Brief -
All of the data that follows is to be printed exactly, without pictures.

Data below -
========================================
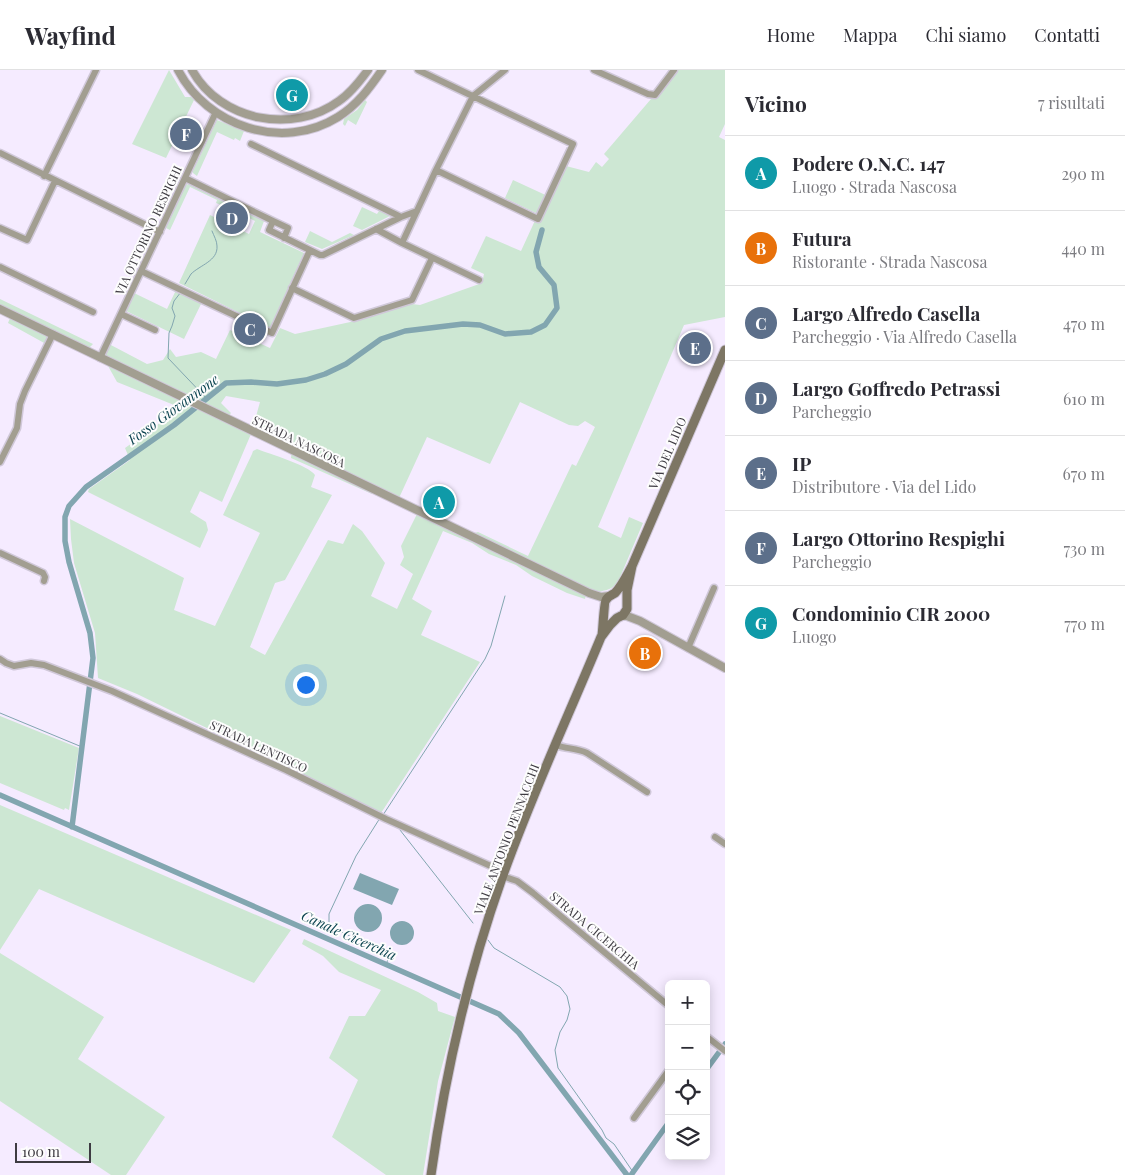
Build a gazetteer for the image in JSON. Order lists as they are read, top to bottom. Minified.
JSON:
{"streets":{"main road":["VIA DEL LIDO","VIALE ANTONIO PENNACCHI"],"street":["VIA OTTORINO RESPIGHI","STRADA NASCOSA","STRADA LENTISCO","STRADA CICERCHIA"]},"crossings":[["VIA OTTORINO RESPIGHI","STRADA NASCOSA"],["STRADA NASCOSA","VIA DEL LIDO"],["STRADA NASCOSA","VIALE ANTONIO PENNACCHI"],["VIA DEL LIDO","VIALE ANTONIO PENNACCHI"],["STRADA LENTISCO","VIALE ANTONIO PENNACCHI"],["STRADA LENTISCO","STRADA CICERCHIA"],["VIALE ANTONIO PENNACCHI","STRADA CICERCHIA"]],"water":["Fosso Giovannone","Canale Cicerchia"],"scale_bar":"100 m","page":{"header":"Wayfind","nav":["Home","Mappa","Chi siamo","Contatti"],"heading":["Vicino","7 risultati"],"pins":["G","F","D","C","E","A","B"],"list":[{"mark":"A","name":"Podere O.N.C. 147","note":"Luogo · Strada Nascosa","value":"290 m"},{"mark":"B","name":"Futura","note":"Ristorante · Strada Nascosa","value":"440 m"},{"mark":"C","name":"Largo Alfredo Casella","note":"Parcheggio · Via Alfredo Casella","value":"470 m"},{"mark":"D","name":"Largo Goffredo Petrassi","note":"Parcheggio","value":"610 m"},{"mark":"E","name":"IP","note":"Distributore · Via del Lido","value":"670 m"},{"mark":"F","name":"Largo Ottorino Respighi","note":"Parcheggio","value":"730 m"},{"mark":"G","name":"Condominio CIR 2000","note":"Luogo","value":"770 m"}],"map_buttons":["+","−"],"scale":"100 m"}}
========================================
Solution to this problem -
Build a gazetteer for the image in JSON. Order lists as they are read, top to bottom. Minified.
JSON:
{"streets":{"main road":["VIA DEL LIDO","VIALE ANTONIO PENNACCHI"],"street":["VIA OTTORINO RESPIGHI","STRADA NASCOSA","STRADA LENTISCO","STRADA CICERCHIA"]},"crossings":[["VIA OTTORINO RESPIGHI","STRADA NASCOSA"],["STRADA NASCOSA","VIA DEL LIDO"],["STRADA NASCOSA","VIALE ANTONIO PENNACCHI"],["VIA DEL LIDO","VIALE ANTONIO PENNACCHI"],["STRADA LENTISCO","VIALE ANTONIO PENNACCHI"],["STRADA LENTISCO","STRADA CICERCHIA"],["VIALE ANTONIO PENNACCHI","STRADA CICERCHIA"]],"water":["Fosso Giovannone","Canale Cicerchia"],"scale_bar":"100 m","page":{"header":"Wayfind","nav":["Home","Mappa","Chi siamo","Contatti"],"heading":["Vicino","7 risultati"],"pins":["G","F","D","C","E","A","B"],"list":[{"mark":"A","name":"Podere O.N.C. 147","note":"Luogo · Strada Nascosa","value":"290 m"},{"mark":"B","name":"Futura","note":"Ristorante · Strada Nascosa","value":"440 m"},{"mark":"C","name":"Largo Alfredo Casella","note":"Parcheggio · Via Alfredo Casella","value":"470 m"},{"mark":"D","name":"Largo Goffredo Petrassi","note":"Parcheggio","value":"610 m"},{"mark":"E","name":"IP","note":"Distributore · Via del Lido","value":"670 m"},{"mark":"F","name":"Largo Ottorino Respighi","note":"Parcheggio","value":"730 m"},{"mark":"G","name":"Condominio CIR 2000","note":"Luogo","value":"770 m"}],"map_buttons":["+","−"],"scale":"100 m"}}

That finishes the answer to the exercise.